**Work item:** Take the records below and set down exactly the lines from the one with "Detect all labels, markers" to the one with "Find all labels, markers", ends included; do not copy the pictures.
Top of Dataset
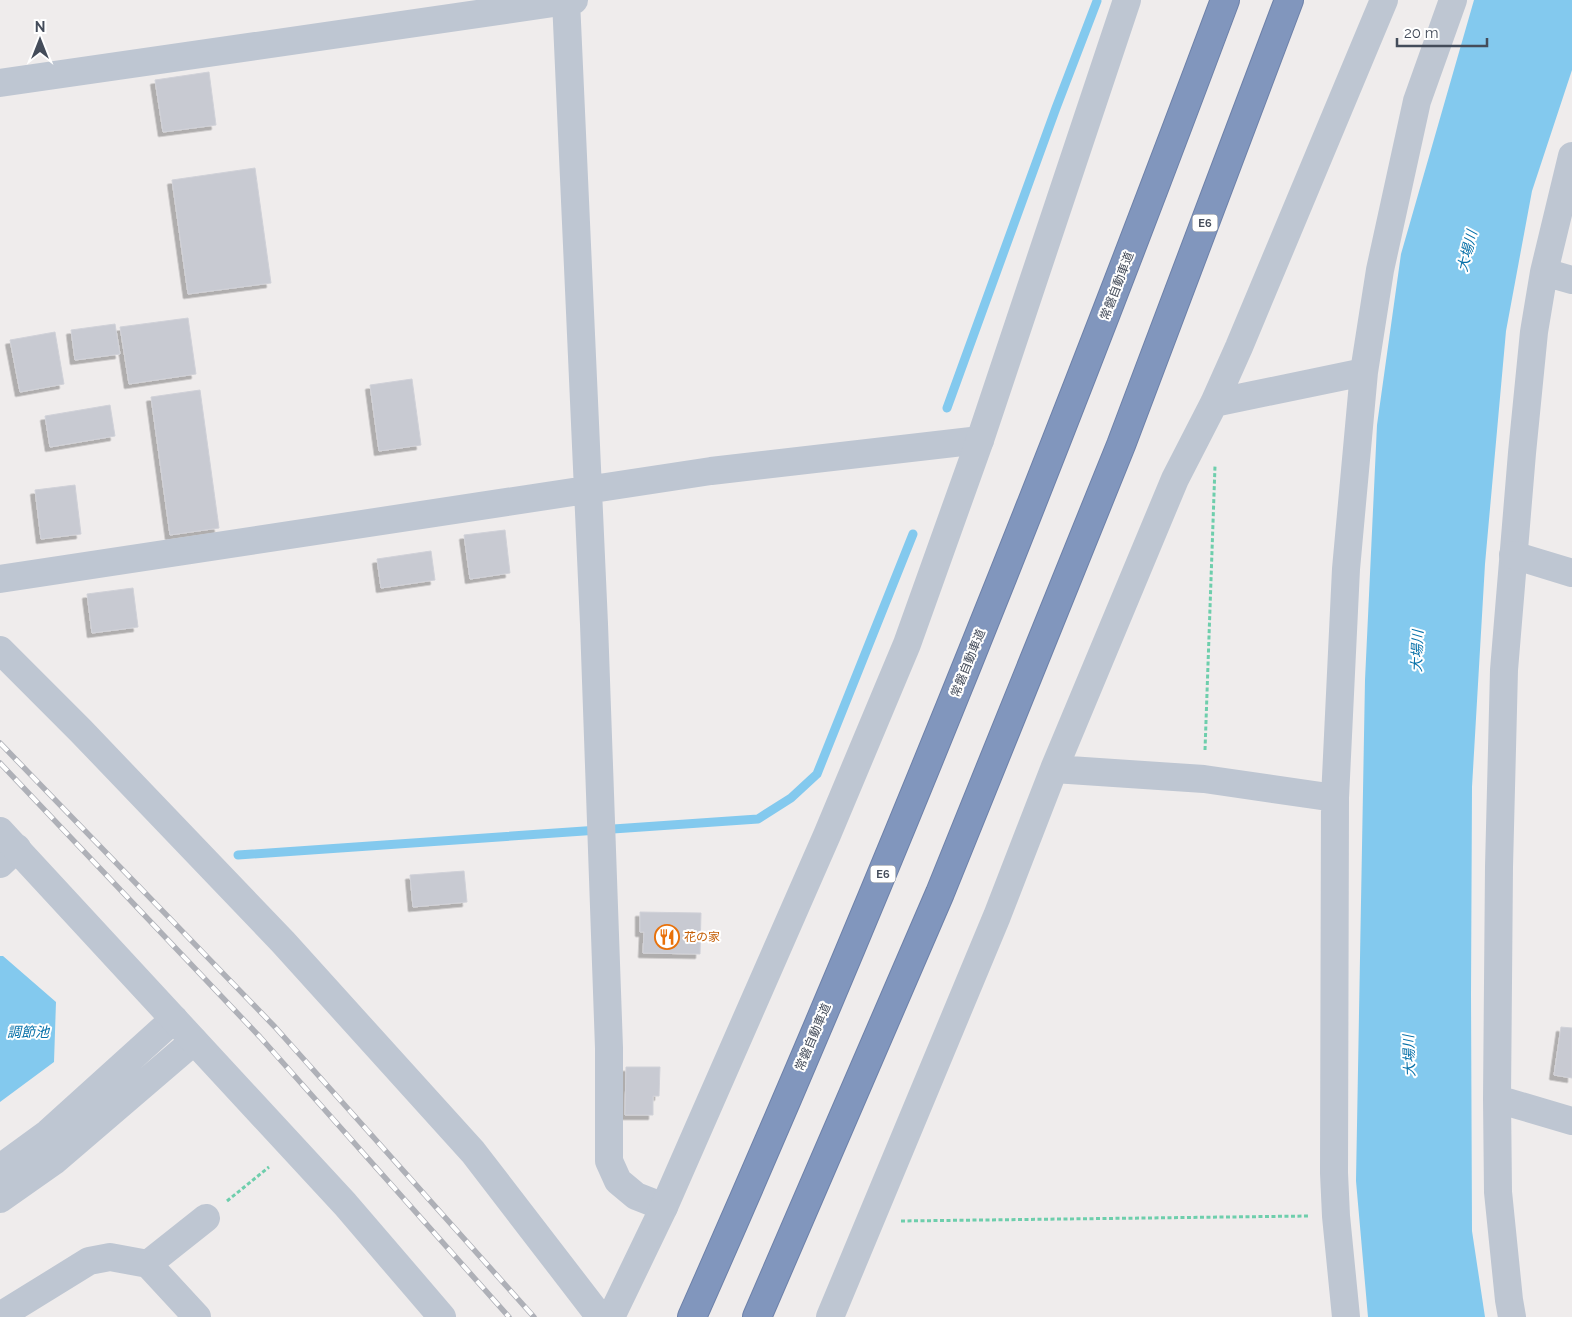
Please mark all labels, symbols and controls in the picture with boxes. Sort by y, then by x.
north arrow [15,15,65,65]
scale bar [1397,15,1487,47]
text: N [35,19,45,35]
text: 20 m [1404,24,1439,42]
road number: E6 [1192,214,1218,232]
water label: 大場川 [1454,227,1480,273]
street label: 常磐自動車道 [1098,250,1136,322]
street label: 常磐自動車道 [948,627,988,699]
water label: 大場川 [1408,628,1426,672]
road number: E6 [870,866,896,882]
restaurant icon: 花の家 [654,924,680,950]
place label: 花の家 [684,930,720,944]
street label: 常磐自動車道 [792,1001,834,1073]
water label: 調節池 [7,1024,51,1040]
water label: 大場川 [1400,1033,1418,1077]

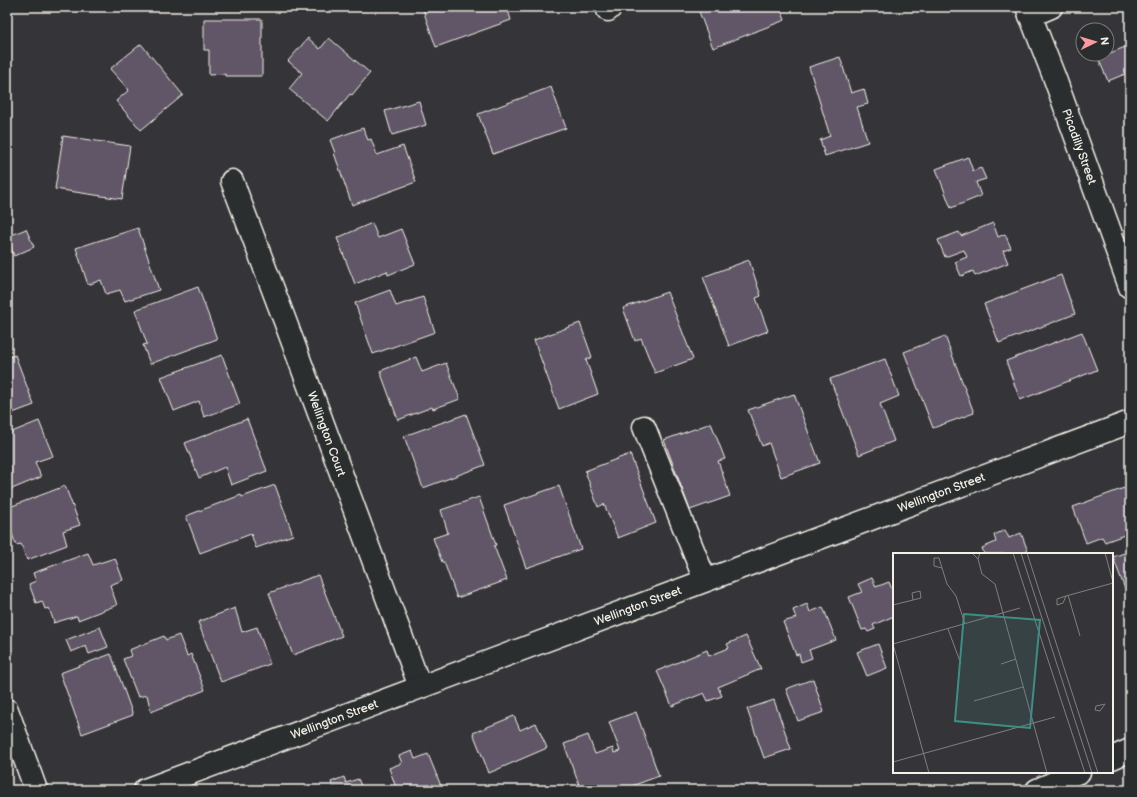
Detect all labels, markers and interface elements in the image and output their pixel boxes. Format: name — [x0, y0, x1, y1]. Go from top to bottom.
north arrow — [1075, 22, 1115, 62]
text: N — [1098, 36, 1111, 46]
street label: Picadilly Street — [1058, 107, 1099, 187]
street label: Wellington Court — [304, 389, 349, 479]
street label: Wellington Street — [896, 470, 988, 516]
inset map — [893, 553, 1113, 773]
street label: Wellington Street — [592, 583, 684, 630]
street label: Wellington Street — [289, 696, 381, 743]

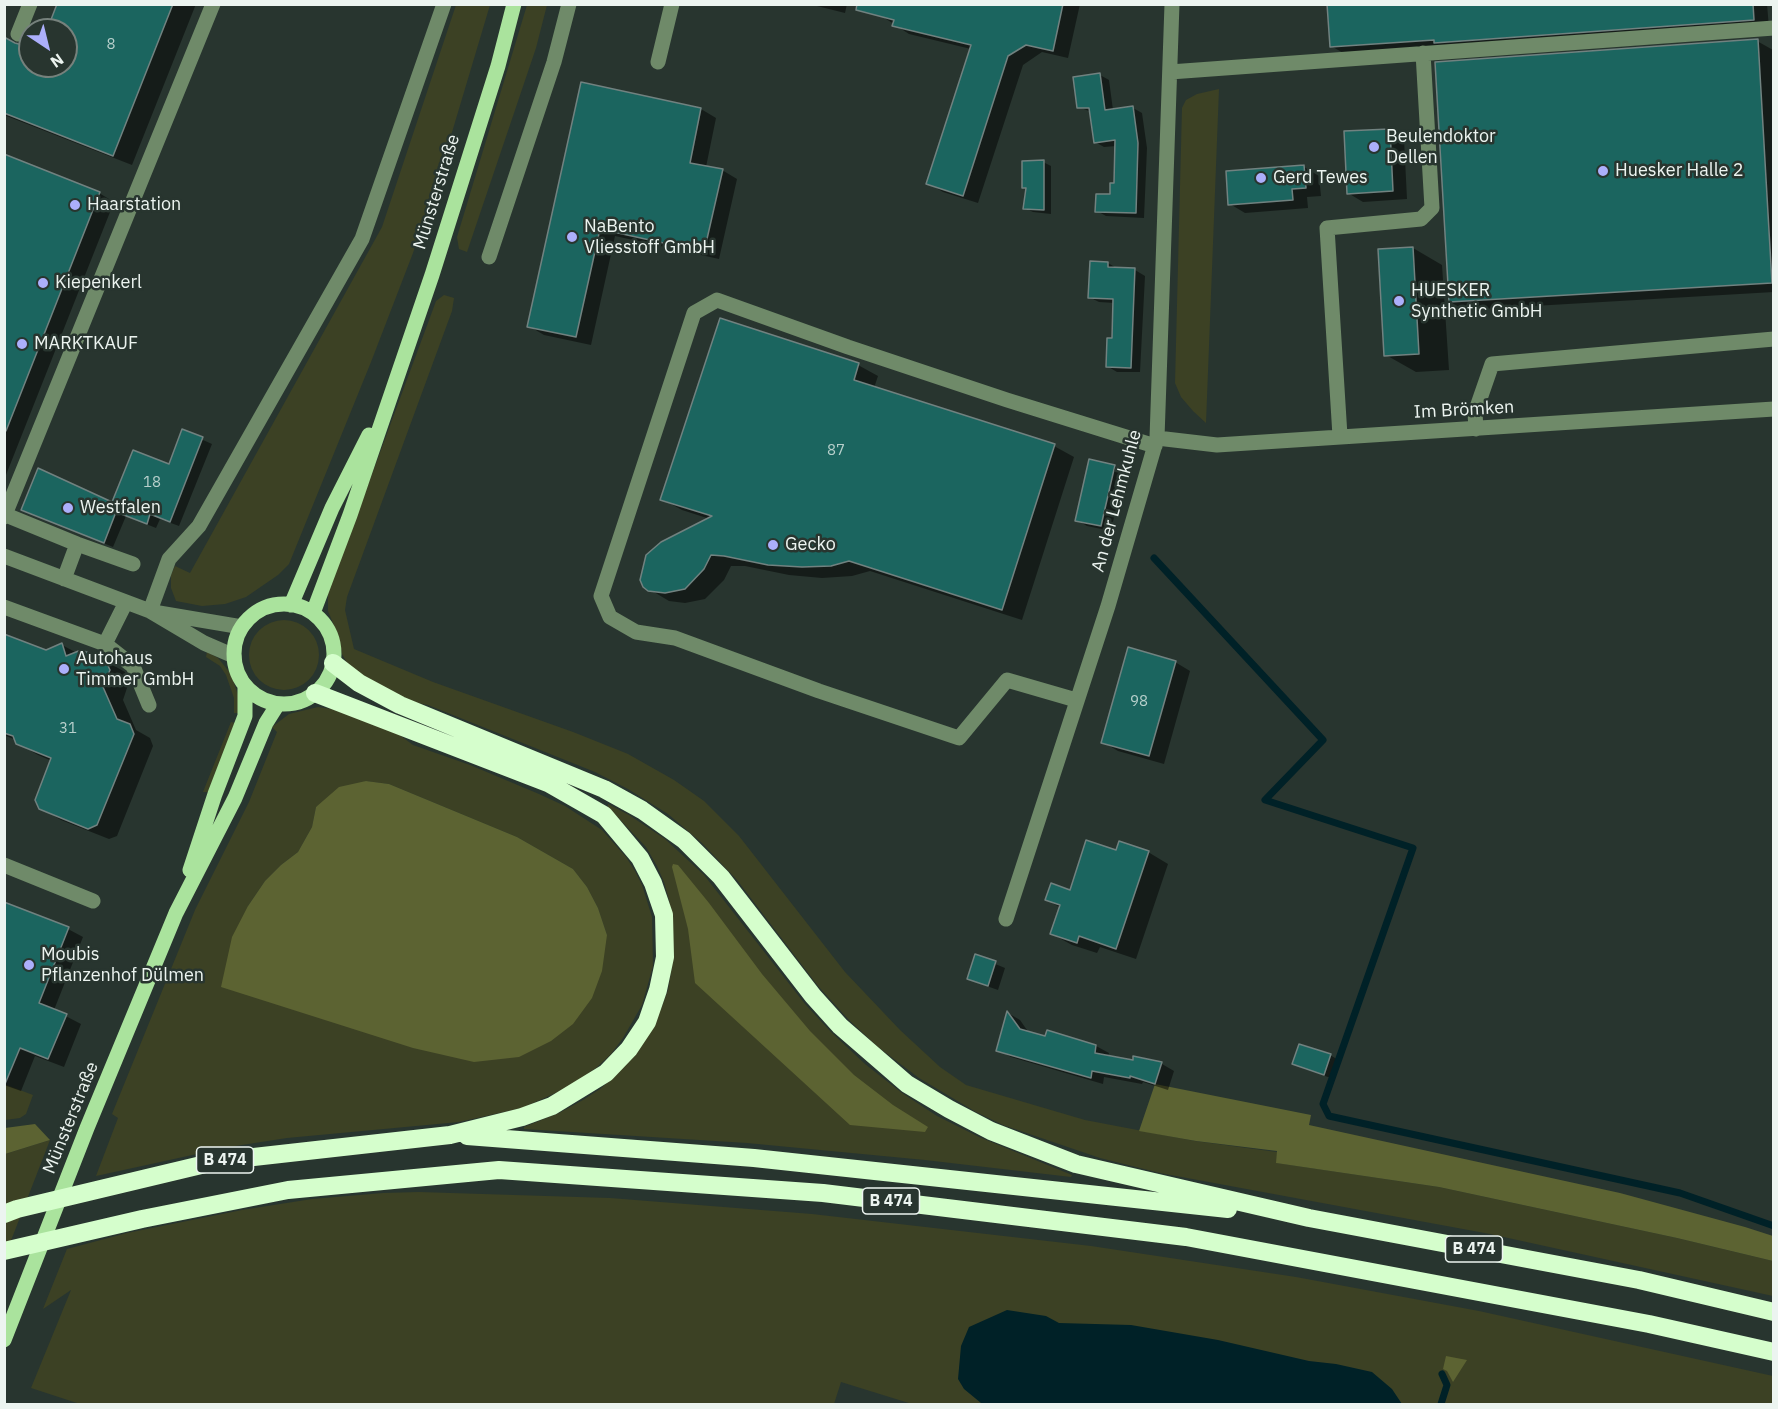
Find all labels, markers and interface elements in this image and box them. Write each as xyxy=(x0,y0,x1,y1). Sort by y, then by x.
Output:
north arrow xyxy=(18,18,78,78)
house number: 8 xyxy=(107,36,115,54)
text: N xyxy=(47,50,68,73)
place label: Beulendoktor Dellen xyxy=(1386,126,1496,168)
street label: Münsterstraße xyxy=(409,132,465,252)
marker: Beulendoktor Dellen xyxy=(1367,140,1381,154)
place label: Huesker Halle 2 xyxy=(1615,160,1743,182)
marker: Huesker Halle 2 xyxy=(1596,164,1610,178)
place label: Gerd Tewes xyxy=(1273,167,1368,189)
marker: Gerd Tewes xyxy=(1254,171,1268,185)
place label: Haarstation xyxy=(87,194,181,216)
marker: Haarstation xyxy=(68,198,82,212)
place label: NaBento Vliesstoff GmbH xyxy=(584,216,715,258)
marker: NaBento Vliesstoff GmbH xyxy=(565,230,579,244)
place label: Kiepenkerl xyxy=(55,272,142,294)
marker: Kiepenkerl xyxy=(36,276,50,290)
place label: HUESKER Synthetic GmbH xyxy=(1411,280,1543,322)
marker: HUESKER Synthetic GmbH xyxy=(1392,294,1406,308)
place label: MARKTKAUF xyxy=(34,333,138,355)
marker: MARKTKAUF xyxy=(15,337,29,351)
street label: Im Brömken xyxy=(1413,397,1515,423)
street label: An der Lehmkuhle xyxy=(1088,428,1146,574)
house number: 87 xyxy=(827,442,845,460)
house number: 18 xyxy=(143,474,161,492)
place label: Westfalen xyxy=(80,497,161,519)
marker: Westfalen xyxy=(61,501,75,515)
place label: Gecko xyxy=(785,534,836,556)
marker: Gecko xyxy=(766,538,780,552)
place label: Autohaus Timmer GmbH xyxy=(76,648,194,690)
marker: Autohaus Timmer GmbH xyxy=(57,662,71,676)
house number: 98 xyxy=(1130,693,1148,711)
house number: 31 xyxy=(59,720,77,738)
place label: Moubis Pflanzenhof Dülmen xyxy=(41,944,204,986)
marker: Moubis Pflanzenhof Dülmen xyxy=(22,958,36,972)
street label: Münsterstraße xyxy=(39,1059,103,1177)
road number: B 474 xyxy=(196,1147,254,1173)
road number: B 474 xyxy=(862,1188,920,1214)
road number: B 474 xyxy=(1446,1236,1502,1262)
Bottom of Dataset
**Output below:**
Detect all labels, markers and interface elements in the image and output their pixel boxes. Format: name — [x0, y0, x1, y1]. Go from top to bottom.
north arrow — [1075, 22, 1115, 62]
text: N — [1098, 36, 1111, 46]
street label: Picadilly Street — [1058, 107, 1099, 187]
street label: Wellington Court — [304, 389, 349, 479]
street label: Wellington Street — [896, 470, 988, 516]
inset map — [893, 553, 1113, 773]
street label: Wellington Street — [592, 583, 684, 630]
street label: Wellington Street — [289, 696, 381, 743]

Find all labels, markers and interface elements in this image and box them. Write each as xyxy=(x0,y0,x1,y1). Sort by y, then by x.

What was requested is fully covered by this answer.